Brabant wallon Une petite dizaine d’agriculteurs menacés d’expulsion ont mené une opération de sensibilisation, lundi

Lundi, lors de la journée internationale des luttes paysannes, plusieurs associations ont choisi Perwez pour dénoncer la disparition de terres agricoles. Il faut dire qu’un dossier oppose depuis quelques mois la commune et une petite dizaine d’agriculteurs : celui de contournement de Perwez.

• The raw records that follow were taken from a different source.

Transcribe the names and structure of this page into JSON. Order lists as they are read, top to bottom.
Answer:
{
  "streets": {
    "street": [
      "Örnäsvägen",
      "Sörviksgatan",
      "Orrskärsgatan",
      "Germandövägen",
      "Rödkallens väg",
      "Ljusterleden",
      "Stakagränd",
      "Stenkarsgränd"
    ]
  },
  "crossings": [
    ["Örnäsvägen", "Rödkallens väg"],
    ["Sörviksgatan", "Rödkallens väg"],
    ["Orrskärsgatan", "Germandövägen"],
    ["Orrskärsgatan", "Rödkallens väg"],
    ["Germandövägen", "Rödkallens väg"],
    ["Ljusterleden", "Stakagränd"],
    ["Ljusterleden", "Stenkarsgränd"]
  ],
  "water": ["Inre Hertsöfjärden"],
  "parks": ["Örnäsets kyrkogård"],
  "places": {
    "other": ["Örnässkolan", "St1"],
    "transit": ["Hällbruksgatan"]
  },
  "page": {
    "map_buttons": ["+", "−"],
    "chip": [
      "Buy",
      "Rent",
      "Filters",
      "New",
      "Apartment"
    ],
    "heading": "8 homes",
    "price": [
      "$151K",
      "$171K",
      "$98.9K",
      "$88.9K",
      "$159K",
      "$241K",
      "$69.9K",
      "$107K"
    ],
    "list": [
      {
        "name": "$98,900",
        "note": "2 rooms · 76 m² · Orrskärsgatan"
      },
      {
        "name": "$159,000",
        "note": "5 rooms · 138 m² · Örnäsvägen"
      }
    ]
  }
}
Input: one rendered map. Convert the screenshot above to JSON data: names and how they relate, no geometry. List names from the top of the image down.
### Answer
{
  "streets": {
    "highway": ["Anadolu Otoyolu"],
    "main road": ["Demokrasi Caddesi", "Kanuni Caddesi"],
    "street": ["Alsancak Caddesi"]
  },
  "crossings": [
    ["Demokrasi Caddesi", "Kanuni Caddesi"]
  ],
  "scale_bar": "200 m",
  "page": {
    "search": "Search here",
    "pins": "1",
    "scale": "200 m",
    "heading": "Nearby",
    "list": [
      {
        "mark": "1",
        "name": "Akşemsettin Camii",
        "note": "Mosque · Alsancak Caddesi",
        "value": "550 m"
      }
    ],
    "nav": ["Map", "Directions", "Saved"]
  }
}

La première phase du chantier est visible depuis l’autoroute E411 à hauteur de Perwez, où le squelette d’un pont de béton prend forme, perdu au milieu de champs agricoles. Concrètement, ce projet vise la création d’une extension de la zone d’activité économique (ZAE) et d’une route de contournement pour désengorger l’autoroute depuis Thorembais.

Le hic, c’est que sept agriculteurs sont menacés d’expulsion et plus de 55 hectares de leurs terres agricoles pourraient être bétonnés.

Le projet a déjà obtenu son feu vert mais les phases importantes des travaux n’ont pas encore débuté car les négociations concernant les expropriations d’une partie des exploitations agricoles sont encore en cours.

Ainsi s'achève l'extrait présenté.